Y entonces, sin saber cómo, sintió una descarga, un llamado silencioso. Volteó hacia
donde provenía la música y lo vio. Un joven alto de cabello negro la observaba. Estaba
recargado en el tocadiscos y llevaba un vinilo en la mano. Ella continuó con el baile. Y
cuando volteó de nuevo, esos ojos color miel seguían clavados sobre ella, invadiendo cada
fibra de su blusa, de su piel, de sus cabellos, acompañándola en sus movimientos en una
danza inmóvil y a la vez infinita. Su mirada contenía esa fuerza implacable capaz de
romper los cristales de la ventana, con el impulso de un inmenso árbol que se desploma,
explotando en un revoltijo de vidrios, ramas, hojas, polvo, miedos, gritos, torrentes, que
todo lo arrastra a su paso, que arranca de fondo las raíces, que nos viene a revelar lo que
nos corresponde y nos recuerda lo limitados que somos ante el poder inconmensurable
del universo, más allá de nuestra diminuta voluntad.
La luz del sol se cuela por el piso, acaricia mis párpados. El bramido de la tormenta se ha
ido, y en su lugar reina un silencio soberbio. El desastre a mi alrededor adquiere otra
dimensión con el nuevo día. Apenas puedo concebir el colapso que debe reinar en las
calles.

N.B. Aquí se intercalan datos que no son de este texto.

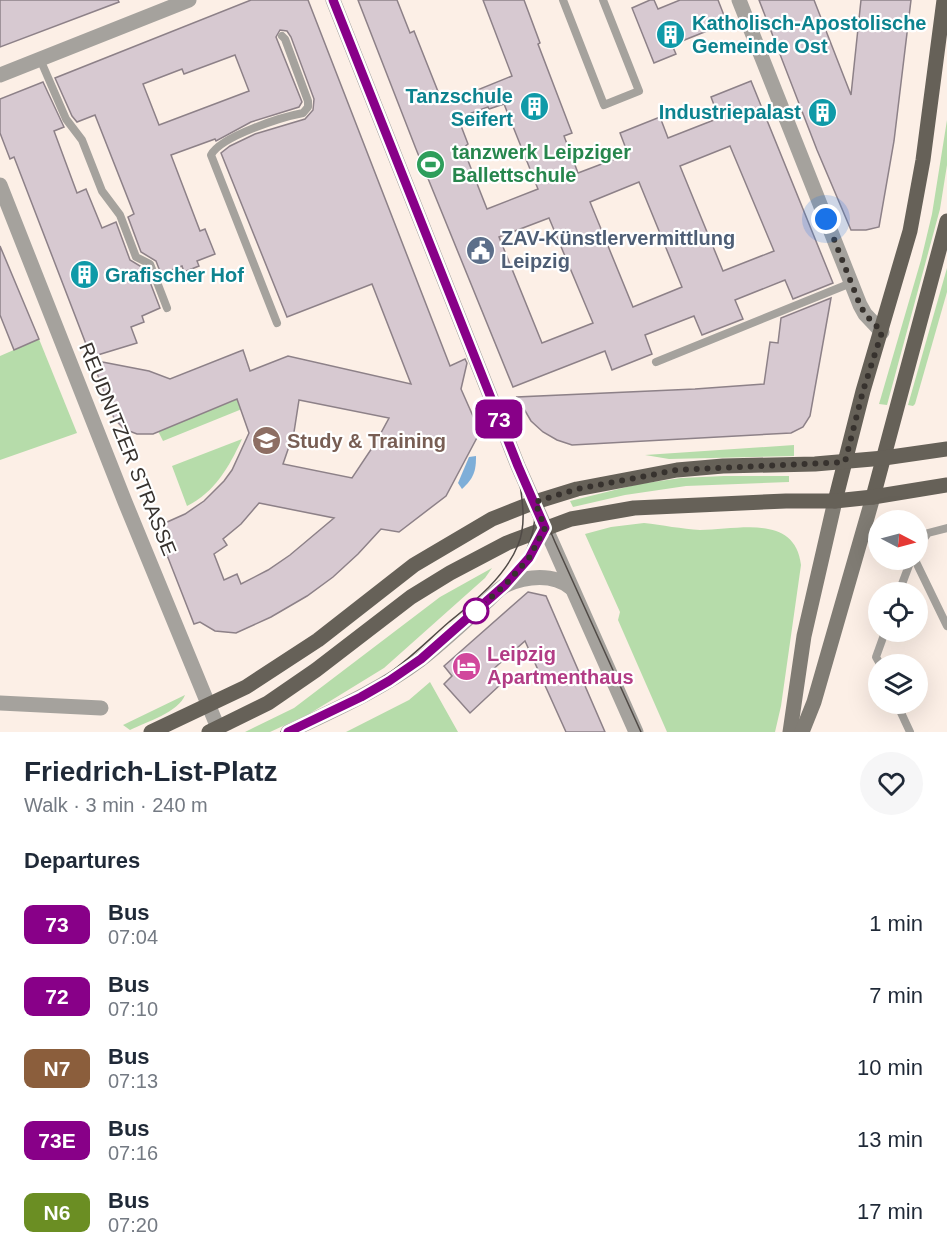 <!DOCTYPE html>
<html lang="en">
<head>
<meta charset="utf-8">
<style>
  :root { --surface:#fff; --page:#f6f6f7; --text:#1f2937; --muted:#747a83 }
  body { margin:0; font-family:Helvetica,sans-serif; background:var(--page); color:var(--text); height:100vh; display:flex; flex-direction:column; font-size:22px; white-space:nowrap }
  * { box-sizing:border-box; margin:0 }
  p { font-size:20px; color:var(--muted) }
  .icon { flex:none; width:33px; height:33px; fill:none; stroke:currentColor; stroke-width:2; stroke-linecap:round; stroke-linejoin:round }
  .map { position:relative; height:732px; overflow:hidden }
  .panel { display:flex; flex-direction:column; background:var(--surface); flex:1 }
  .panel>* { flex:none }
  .badge { padding:0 12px; border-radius:9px; font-size:21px; line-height:39px }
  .needle { width:39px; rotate:96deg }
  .buttons { position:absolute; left:868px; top:510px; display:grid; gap:12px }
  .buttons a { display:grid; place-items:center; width:60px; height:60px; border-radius:50%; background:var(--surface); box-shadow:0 6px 24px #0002; font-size:30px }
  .you { position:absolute; width:30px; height:30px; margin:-15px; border:4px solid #fff; border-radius:50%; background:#1a73e8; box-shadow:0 0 0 9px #1a73e833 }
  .map>.badge { position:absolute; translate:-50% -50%; box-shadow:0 0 0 3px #fff }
  h2 { padding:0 24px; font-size:22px; line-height:54px }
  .round { display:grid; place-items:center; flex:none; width:63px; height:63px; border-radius:32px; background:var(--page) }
  .head { display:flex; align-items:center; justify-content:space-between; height:102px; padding:0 24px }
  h1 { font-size:28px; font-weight:600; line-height:45px }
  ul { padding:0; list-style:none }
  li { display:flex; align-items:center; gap:18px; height:72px; padding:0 24px }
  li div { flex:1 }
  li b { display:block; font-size:22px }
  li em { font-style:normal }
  li .badge { min-width:66px; font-weight:700; text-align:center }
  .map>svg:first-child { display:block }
  .green { fill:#b6dcaa }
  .water { fill:#7eaed8 }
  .building { fill:#d7c9d1; stroke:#8d8188; stroke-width:1.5; fill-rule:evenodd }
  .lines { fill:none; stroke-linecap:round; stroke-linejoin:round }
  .service { stroke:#a5a29d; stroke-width:8 }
  .minor { stroke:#a5a29d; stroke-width:15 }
  .secondary { stroke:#807c74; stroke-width:15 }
  .primary { stroke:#666158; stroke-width:15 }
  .tram { stroke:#504a46; stroke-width:1.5 }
  .line-casing { stroke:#fff; stroke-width:14 }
  .line { stroke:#808; stroke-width:9 }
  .walk { stroke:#37322e; stroke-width:6; stroke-dasharray:0 10.8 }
  .stop-dot { fill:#fff; stroke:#808; stroke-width:3 }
  .labels { text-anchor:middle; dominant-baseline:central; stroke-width:4.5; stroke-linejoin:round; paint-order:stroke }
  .culture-label { font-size:20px; font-weight:bold; fill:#0d838f; stroke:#fff; text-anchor:start }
  .leisure-label { font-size:20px; font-weight:bold; fill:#27864d; stroke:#fff; text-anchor:start }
  .service-label { font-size:20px; font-weight:bold; fill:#4e5e75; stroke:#fff; text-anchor:start }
  .education-label { font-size:20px; font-weight:bold; fill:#785e54; stroke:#fff; text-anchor:start }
  .street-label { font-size:20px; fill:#37322e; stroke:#fff }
  .hotel-label { font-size:20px; font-weight:bold; fill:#b23c85; stroke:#fff; text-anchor:start }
</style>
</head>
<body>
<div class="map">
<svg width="947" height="732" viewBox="0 0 947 732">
  <rect width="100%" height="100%" fill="#fcefe6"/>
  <g class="green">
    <polygon points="947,120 947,165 940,209 887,405 879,404 921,260 932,214"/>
    <polygon points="947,268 947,292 915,404 913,406 908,405"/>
    <polygon points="39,339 77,433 0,460 0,356"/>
    <polygon points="238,399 242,409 163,441 158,431"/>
    <path d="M 242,439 C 229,467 215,492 187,506 L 172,466 Z"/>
    <polygon points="794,445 794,456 669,459 645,455"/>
    <polygon points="724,476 789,476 789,482 686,486 625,495 573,507 570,501 639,484 681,478"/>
    <path d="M 644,523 C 662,525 682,529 700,530 C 738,530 795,513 801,565 L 781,706 L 775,732 L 667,732 L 618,620 L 620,612 L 585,534 L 611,527 Z"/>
    <polygon points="492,568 485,578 384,668 309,714 270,732 245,732 294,708 440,597"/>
    <polygon points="430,682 458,732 346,732 409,700"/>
    <path d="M 185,695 C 179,712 146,722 130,730 L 123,725 Z"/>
  </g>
  <path class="water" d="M 476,456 C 476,471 474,478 462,489 L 458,483 L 469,457 Z"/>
  <g class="building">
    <polygon points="0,0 118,0 119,2 0,47"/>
    <path d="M 251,0 L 308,0 L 450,366 L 465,359 L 467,363 L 461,389 L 480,432 L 446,496 L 399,532 L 381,529 L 358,554 L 333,577 L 307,596 L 271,617 L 236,633 L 215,631 L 200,622 L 194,624 L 156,527 L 185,514 L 204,501 L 224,481 L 232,470 L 249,433 L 237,399 L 153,434 L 137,434 L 124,429 L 114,418 L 92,360 L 149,371 L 170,379 L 243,350 L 250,371 L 288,356 L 411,384 L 372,284 L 287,317 L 221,153 L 230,146 L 255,134 L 305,119 L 313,110 L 314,99 L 291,37 L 287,31 L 280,30 L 276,37 L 302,102 L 299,107 L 251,122 L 216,141 L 215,139 L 171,155 L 200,231 L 205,229 L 215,254 L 197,261 L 199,266 L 184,272 L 182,266 L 161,274 L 156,261 L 141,252 L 128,217 L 134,214 L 95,115 L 77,122 L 72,116 L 55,78 ZM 235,55 L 249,91 L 159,125 L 143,84 L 182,69 L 184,74 ZM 299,400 L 389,418 L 376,442 L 352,478 L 283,464 L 294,432 ZM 259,503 L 334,518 L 290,555 L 268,570 L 241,584 L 237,574 L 224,580 L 214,554 L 227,545 L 223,539 L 241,524 Z"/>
    <path d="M 358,0 L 397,0 L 410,33 L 414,31 L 443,104 L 512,76 L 483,0 L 524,0 L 540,43 L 538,44 L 572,133 L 564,136 L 578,173 L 628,154 L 620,133 L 660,117 L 668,138 L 719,118 L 711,97 L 751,81 L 833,283 L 793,299 L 785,280 L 735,300 L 743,319 L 702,335 L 694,316 L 645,335 L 652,354 L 612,370 L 605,351 L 513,387 L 416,149 ZM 504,104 L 538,189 L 487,209 L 463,148 L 468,144 L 458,118 L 488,107 L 489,109 ZM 730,146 L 774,251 L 723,271 L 680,166 ZM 639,182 L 682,287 L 633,307 L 590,202 ZM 549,218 L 593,323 L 542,343 L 499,237 Z"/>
    <polygon points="650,0 654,0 658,9 680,0 718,0 727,23 672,45 676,54 654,63 632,8"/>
    <polygon points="759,0 814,0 851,95 861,0 911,0 894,141 879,227 866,230 851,230 817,150"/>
    <polygon points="43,82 64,127 54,131 77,193 86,189 102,228 116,222 130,260 145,269 160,308 142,316 144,322 131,327 137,343 91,357 14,157 10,159 0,133 0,99"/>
    <polygon points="0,246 39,339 14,350 0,315"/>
    <polygon points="831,298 810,416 803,427 791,433 572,445 557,440 543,432 531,421 517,397 695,389 764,384 770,342 778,343 781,318"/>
    <polygon points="528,592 546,596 605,732 566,732 525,641 490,672 501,684 470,713 444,684 452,676 444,666"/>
  </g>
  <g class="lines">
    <g class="service">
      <polyline points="563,0 604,105 639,91 603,0"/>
      <polyline points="40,59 66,119 82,140 102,191 120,215 136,257 150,264 167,308"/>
      <path d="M 277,323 L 211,155 C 221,136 282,117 303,113 L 308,107 L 308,101 L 285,39 L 282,36"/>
      <polyline points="656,362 851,283"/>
      <polyline points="918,547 928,533 947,528"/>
      <polyline points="915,560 947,626"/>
      <polyline points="508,582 529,558 543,531"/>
      <polyline points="899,592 911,560"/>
      <polyline points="880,664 876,657 885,632"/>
      <polyline points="897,704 910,732"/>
    </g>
    <g class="minor">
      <polyline points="333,0 518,466 636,732"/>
      <polyline points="739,0 860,305 865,314 882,332"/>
      <polyline points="0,75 189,0"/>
      <polyline points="0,185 125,502 218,728"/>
      <polyline points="0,703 101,708"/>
      <path d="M 288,732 C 334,710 380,690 420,660 C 443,642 464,622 485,603 C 492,597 499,588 506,585 C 526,576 554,573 571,588"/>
    </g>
    <g class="secondary">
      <polyline points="790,732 804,636 835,501"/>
      <polyline points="802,732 814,702 873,497"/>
    </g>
    <g class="primary">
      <polyline points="873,497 947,221"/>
      <polyline points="835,501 863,391 910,231 923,160 944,0"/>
      <polyline points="151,732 246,687 318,640 414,565 492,519 535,502 577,489 677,470 723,466 815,464 884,458 947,449"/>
      <polyline points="209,732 268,703 316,670 411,597 450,573 507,543 571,519 634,508 786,501 835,501 873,497 947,485"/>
    </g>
    <g class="tram">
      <polyline points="337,0 496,404 555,542 641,732"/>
      <path d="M 481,605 C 514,576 538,548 535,501"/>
      <polyline points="359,701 381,689 396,677"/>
      <path d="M 281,732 C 316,716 350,699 382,678 C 406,663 427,641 449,622 C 475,601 505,577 518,545 C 527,523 522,499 519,477"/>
    </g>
  </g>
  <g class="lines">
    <defs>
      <polyline id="line" points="288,732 361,697 389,681 421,659 505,585 529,558 545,528 518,466 333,0"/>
    </defs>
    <use href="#line" class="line-casing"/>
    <use href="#line" class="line"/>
    <polyline class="walk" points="476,611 505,585 529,558 545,528 535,502 577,489 677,470 845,462 863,391 882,332 865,314 860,305 826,219"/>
  </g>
  <defs>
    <symbol id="building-disc" viewBox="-11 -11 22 22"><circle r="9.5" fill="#0f9aa8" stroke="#fff"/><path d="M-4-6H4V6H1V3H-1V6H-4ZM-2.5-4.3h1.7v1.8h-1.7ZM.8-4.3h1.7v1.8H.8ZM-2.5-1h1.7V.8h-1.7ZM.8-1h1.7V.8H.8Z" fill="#fff"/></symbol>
    <symbol id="stadium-disc" viewBox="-11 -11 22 22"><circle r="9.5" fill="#2e9e5b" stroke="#fff"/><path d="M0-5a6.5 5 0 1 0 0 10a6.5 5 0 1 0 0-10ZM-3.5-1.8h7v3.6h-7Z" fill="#fff"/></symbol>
    <symbol id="civic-disc" viewBox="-11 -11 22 22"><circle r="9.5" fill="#5c6f8a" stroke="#fff"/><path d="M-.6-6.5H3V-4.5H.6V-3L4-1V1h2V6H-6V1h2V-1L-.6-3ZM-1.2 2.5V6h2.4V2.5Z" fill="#fff"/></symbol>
    <symbol id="university-disc" viewBox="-11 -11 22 22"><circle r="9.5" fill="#8d6e63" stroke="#fff"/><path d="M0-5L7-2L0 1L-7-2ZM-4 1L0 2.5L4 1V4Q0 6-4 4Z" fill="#fff"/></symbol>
    <symbol id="hotel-disc" viewBox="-11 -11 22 22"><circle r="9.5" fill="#d1479c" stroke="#fff"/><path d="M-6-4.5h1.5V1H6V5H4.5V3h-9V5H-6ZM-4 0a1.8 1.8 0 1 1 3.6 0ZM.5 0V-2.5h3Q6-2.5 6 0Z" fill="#fff"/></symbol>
  </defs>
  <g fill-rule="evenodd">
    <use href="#building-disc" x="654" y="18" width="33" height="33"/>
    <use href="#building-disc" x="518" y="90" width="33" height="33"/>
    <use href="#building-disc" x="806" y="96" width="33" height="33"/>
    <use href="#stadium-disc" x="414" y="148" width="33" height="33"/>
    <use href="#civic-disc" x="464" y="234" width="33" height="33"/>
    <use href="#building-disc" x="68" y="258" width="33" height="33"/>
    <use href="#university-disc" x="250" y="424" width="33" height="33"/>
    <use href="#hotel-disc" x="450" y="650" width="33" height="33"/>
  </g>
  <circle class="stop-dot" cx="476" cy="611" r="12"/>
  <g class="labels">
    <g class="culture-label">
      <text x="692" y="23">Katholisch-Apostolische<tspan x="692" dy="23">Gemeinde Ost</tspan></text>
      <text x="513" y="96" text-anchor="end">Tanzschule<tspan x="513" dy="23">Seifert</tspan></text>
      <text x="801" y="112" text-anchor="end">Industriepalast</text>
      <text x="105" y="275">Grafischer Hof</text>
    </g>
    <g class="leisure-label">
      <text x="452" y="152">tanzwerk Leipziger<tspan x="452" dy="23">Ballettschule</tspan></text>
    </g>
    <g class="service-label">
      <text x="501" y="238">ZAV-Künstlervermittlung<tspan x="501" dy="23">Leipzig</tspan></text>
    </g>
    <g class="education-label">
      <text x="287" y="441">Study &amp; Training</text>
    </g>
    <g class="street-label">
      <text transform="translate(128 449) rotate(68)">REUDNITZER STRASSE</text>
    </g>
    <g class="hotel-label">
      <text x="487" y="654">Leipzig<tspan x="487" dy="23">Apartmenthaus</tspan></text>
    </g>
  </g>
</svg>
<div class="buttons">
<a><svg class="needle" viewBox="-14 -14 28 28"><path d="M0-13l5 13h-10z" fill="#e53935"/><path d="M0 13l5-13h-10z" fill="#747a83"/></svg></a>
<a><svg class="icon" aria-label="locate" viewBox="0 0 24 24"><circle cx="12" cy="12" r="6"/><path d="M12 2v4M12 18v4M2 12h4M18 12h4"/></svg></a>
<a><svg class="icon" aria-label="layers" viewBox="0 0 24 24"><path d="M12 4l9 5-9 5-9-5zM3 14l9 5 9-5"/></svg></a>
</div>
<div class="you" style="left:826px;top:219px"></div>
<b class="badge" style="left:499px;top:419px;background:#808;color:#fff">73</b>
</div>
<section class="panel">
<div class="head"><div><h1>Friedrich-List-Platz</h1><p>Walk · 3 min · 240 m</p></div><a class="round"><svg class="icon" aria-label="heart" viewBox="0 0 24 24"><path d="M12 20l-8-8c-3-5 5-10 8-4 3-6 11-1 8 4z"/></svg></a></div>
<h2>Departures</h2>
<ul>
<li><span class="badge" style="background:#808;color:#fff">73</span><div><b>Bus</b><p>07:04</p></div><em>1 min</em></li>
<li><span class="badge" style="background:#808;color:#fff">72</span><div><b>Bus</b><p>07:10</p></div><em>7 min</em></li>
<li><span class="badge" style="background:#8b5e3c;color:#fff">N7</span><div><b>Bus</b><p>07:13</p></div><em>10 min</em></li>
<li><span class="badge" style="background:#808;color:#fff">73E</span><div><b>Bus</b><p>07:16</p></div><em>13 min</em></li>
<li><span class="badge" style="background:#6b8e23;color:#fff">N6</span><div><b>Bus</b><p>07:20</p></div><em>17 min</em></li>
</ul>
</section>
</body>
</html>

A lo lejos alcanzo a vislumbrar lo que anoche parecía inimaginable: la copa de ese
enorme árbol yace dentro de nuestra habitación.
Mi madre sigue dormida junto a mí, acurrucada en un rincón sin ventanas del pasillo al
que huimos anoche en medio del terror. Se despierta y nos miramos en silencio,
agradecidas por estar vivas e ilesas. Nos abrazamos y reímos entre lágrimas, pensando en
la señora anécdota que ahora tenemos para contar.